● **Data in this exercise**:
--------------------------------------------------
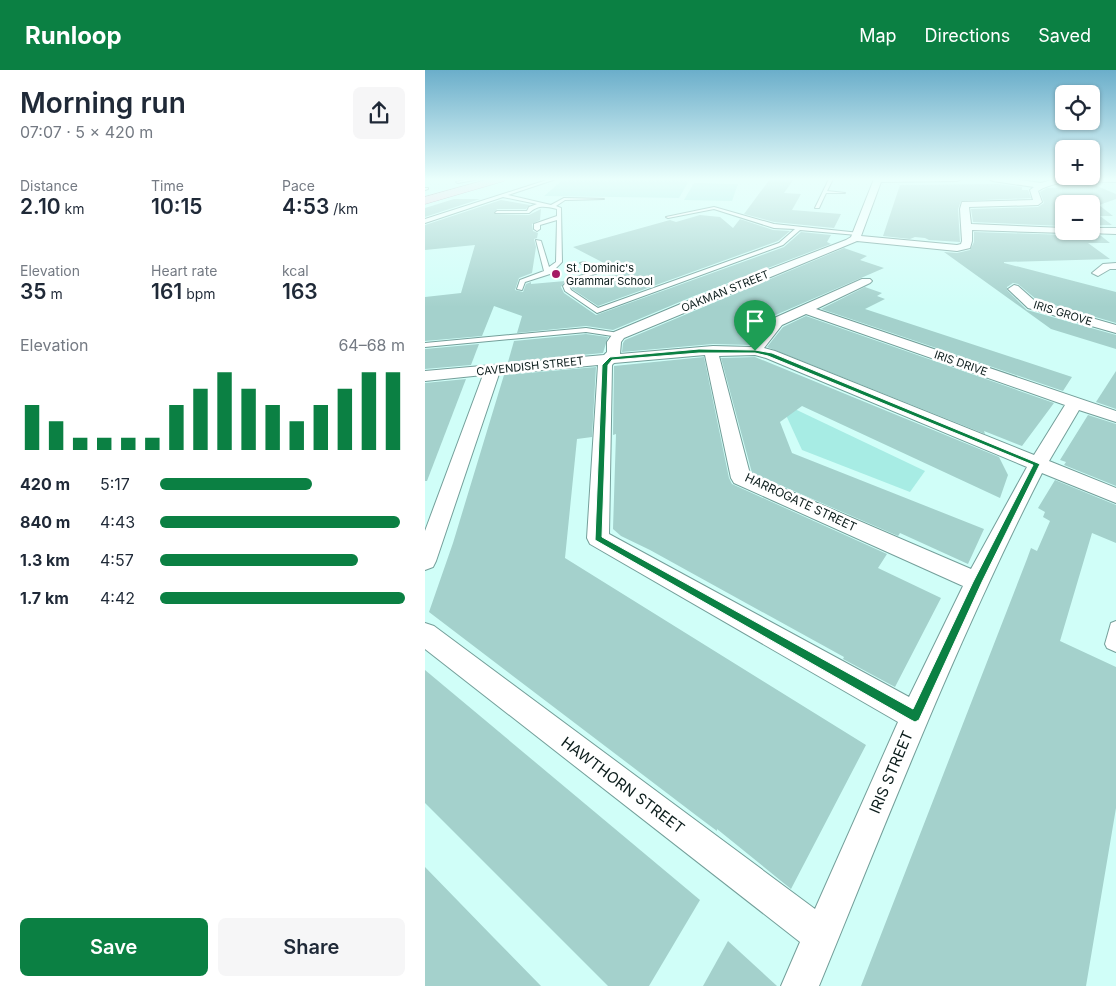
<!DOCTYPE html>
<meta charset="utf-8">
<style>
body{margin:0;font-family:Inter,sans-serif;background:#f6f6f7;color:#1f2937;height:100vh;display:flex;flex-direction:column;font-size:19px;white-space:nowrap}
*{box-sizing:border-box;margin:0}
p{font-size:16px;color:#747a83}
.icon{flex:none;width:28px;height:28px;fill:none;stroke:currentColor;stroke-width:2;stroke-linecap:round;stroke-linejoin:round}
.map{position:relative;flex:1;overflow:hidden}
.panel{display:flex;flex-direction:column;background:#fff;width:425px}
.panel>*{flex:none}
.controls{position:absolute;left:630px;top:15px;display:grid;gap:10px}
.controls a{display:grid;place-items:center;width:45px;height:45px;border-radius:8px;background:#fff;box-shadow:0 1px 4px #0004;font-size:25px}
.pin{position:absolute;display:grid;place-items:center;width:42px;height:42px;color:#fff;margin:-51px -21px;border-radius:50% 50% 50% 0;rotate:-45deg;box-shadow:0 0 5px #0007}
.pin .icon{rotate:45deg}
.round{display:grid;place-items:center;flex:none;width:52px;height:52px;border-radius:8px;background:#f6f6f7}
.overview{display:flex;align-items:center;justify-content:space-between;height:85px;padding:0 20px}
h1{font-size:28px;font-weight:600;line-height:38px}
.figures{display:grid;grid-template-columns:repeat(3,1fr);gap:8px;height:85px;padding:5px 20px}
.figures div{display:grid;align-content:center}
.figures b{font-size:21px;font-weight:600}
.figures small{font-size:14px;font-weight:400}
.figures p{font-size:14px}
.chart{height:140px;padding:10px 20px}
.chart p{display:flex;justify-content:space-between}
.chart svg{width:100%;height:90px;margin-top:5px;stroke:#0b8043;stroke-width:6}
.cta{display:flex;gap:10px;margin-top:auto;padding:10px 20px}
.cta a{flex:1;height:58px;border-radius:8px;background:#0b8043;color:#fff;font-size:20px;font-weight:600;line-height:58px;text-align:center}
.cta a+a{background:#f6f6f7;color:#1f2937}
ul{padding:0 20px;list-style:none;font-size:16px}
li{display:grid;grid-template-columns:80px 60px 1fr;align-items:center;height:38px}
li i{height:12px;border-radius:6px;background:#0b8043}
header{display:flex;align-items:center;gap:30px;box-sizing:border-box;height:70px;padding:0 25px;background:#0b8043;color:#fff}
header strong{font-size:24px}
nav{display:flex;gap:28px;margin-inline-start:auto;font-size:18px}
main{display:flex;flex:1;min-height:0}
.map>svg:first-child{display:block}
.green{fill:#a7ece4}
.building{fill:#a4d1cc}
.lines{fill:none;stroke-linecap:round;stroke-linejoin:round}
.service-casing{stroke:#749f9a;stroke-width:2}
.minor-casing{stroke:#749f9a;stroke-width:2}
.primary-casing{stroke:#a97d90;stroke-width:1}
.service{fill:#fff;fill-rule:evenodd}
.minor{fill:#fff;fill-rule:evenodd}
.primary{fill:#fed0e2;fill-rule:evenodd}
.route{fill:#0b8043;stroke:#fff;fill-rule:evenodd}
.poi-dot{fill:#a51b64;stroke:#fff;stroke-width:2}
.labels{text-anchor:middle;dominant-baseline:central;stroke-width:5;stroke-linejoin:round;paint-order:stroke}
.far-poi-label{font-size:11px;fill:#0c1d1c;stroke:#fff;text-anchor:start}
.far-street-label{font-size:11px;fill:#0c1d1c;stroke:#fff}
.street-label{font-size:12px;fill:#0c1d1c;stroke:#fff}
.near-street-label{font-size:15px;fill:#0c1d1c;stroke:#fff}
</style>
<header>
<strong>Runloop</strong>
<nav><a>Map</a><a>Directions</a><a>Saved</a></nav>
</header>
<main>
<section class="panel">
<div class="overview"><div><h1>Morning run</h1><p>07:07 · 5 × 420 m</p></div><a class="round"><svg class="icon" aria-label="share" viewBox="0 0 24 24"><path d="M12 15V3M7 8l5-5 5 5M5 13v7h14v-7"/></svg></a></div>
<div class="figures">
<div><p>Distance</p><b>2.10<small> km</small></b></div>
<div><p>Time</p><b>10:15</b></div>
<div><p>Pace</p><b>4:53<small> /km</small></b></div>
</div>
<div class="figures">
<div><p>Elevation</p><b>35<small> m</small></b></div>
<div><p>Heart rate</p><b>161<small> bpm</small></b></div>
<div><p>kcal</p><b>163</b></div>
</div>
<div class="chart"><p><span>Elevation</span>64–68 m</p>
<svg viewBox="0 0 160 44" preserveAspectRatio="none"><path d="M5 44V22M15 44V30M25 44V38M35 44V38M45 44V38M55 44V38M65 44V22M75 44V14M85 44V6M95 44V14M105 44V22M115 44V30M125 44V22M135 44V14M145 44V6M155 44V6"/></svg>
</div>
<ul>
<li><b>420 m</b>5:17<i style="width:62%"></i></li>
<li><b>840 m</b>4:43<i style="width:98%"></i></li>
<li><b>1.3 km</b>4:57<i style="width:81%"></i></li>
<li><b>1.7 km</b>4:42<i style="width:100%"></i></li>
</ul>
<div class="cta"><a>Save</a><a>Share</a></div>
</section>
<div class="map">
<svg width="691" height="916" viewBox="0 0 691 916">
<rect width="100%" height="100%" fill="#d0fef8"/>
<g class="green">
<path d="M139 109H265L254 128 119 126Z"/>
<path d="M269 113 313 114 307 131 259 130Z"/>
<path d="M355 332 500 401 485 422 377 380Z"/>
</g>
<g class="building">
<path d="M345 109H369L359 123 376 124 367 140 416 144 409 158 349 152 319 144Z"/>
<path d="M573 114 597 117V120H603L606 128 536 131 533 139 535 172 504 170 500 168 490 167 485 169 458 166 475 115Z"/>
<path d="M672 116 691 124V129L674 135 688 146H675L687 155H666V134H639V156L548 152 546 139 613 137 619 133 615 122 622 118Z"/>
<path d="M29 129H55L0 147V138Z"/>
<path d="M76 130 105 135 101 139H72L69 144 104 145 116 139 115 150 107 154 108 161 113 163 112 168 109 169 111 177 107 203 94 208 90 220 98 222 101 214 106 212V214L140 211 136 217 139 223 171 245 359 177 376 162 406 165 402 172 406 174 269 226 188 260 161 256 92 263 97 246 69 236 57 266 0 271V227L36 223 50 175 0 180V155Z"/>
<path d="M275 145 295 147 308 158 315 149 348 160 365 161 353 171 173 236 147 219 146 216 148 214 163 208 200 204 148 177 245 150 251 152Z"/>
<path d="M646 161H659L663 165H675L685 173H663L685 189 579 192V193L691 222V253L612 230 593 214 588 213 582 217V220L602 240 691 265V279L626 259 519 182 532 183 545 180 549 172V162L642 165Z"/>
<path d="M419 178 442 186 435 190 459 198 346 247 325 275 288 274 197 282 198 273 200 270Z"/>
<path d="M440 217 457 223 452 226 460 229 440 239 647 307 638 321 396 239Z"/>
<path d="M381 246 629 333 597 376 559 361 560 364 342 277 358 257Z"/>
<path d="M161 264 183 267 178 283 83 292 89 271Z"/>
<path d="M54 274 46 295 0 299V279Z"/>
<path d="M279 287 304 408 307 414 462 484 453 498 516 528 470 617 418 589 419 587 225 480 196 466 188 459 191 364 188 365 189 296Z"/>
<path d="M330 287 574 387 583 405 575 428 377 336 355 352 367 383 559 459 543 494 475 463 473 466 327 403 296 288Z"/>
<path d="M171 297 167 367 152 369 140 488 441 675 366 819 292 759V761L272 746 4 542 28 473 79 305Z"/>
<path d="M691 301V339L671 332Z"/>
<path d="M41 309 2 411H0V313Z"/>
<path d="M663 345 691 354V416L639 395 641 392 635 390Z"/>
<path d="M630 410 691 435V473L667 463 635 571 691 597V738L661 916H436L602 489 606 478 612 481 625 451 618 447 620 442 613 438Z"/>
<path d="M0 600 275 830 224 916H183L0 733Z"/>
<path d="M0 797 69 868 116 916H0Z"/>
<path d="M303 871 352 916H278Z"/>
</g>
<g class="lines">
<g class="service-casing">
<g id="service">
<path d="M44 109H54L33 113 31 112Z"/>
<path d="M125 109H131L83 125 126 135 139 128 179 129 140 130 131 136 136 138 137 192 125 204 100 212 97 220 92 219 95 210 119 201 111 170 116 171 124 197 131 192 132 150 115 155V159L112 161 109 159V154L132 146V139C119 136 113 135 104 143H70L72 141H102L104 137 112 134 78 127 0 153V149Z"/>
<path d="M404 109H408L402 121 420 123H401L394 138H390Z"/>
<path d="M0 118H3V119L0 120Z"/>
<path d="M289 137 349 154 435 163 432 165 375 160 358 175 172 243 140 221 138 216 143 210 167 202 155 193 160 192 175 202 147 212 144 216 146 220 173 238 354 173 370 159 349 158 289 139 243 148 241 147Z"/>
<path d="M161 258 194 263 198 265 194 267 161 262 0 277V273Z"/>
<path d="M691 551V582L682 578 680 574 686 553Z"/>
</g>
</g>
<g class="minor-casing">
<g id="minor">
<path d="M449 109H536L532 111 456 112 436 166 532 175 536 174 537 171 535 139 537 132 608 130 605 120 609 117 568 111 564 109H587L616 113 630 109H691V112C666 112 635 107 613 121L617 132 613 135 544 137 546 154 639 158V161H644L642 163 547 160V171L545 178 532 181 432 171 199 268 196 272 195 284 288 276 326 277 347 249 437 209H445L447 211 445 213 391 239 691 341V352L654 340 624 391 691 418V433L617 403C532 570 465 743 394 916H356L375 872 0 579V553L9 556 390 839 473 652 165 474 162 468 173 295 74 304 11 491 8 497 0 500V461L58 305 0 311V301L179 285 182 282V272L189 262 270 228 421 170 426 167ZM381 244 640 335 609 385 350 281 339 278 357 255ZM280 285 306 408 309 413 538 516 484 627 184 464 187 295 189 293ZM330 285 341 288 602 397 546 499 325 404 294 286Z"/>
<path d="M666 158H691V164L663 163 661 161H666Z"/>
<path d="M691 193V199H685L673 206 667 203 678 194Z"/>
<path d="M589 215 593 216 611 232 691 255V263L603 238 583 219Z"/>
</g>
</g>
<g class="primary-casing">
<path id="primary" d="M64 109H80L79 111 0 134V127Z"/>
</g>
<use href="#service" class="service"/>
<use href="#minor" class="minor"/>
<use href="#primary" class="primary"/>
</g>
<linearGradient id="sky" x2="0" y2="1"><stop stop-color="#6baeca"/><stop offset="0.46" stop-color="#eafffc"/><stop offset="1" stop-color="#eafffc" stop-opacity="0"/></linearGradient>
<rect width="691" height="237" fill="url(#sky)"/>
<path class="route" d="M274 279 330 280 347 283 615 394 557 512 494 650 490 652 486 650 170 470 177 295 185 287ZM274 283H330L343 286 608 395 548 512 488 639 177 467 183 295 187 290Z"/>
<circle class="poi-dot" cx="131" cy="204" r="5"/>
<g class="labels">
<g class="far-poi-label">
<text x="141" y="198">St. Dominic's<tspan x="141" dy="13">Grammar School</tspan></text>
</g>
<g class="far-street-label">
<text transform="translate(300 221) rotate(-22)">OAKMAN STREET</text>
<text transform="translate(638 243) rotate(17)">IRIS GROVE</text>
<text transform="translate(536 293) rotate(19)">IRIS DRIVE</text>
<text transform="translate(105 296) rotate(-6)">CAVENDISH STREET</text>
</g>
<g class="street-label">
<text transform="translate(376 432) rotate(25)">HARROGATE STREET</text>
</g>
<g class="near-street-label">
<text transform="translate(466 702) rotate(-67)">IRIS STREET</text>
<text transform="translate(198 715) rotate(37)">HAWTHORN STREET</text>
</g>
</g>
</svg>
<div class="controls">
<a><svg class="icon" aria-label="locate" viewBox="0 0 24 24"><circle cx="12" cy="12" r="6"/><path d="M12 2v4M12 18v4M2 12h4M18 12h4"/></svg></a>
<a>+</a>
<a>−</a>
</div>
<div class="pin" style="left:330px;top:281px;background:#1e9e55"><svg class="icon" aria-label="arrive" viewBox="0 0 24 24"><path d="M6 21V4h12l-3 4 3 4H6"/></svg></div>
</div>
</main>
--------------------------------------------------
● **Aim of the task**: State how many lines above include the word "linecap", and nothing more.

● **Problem solution**: 2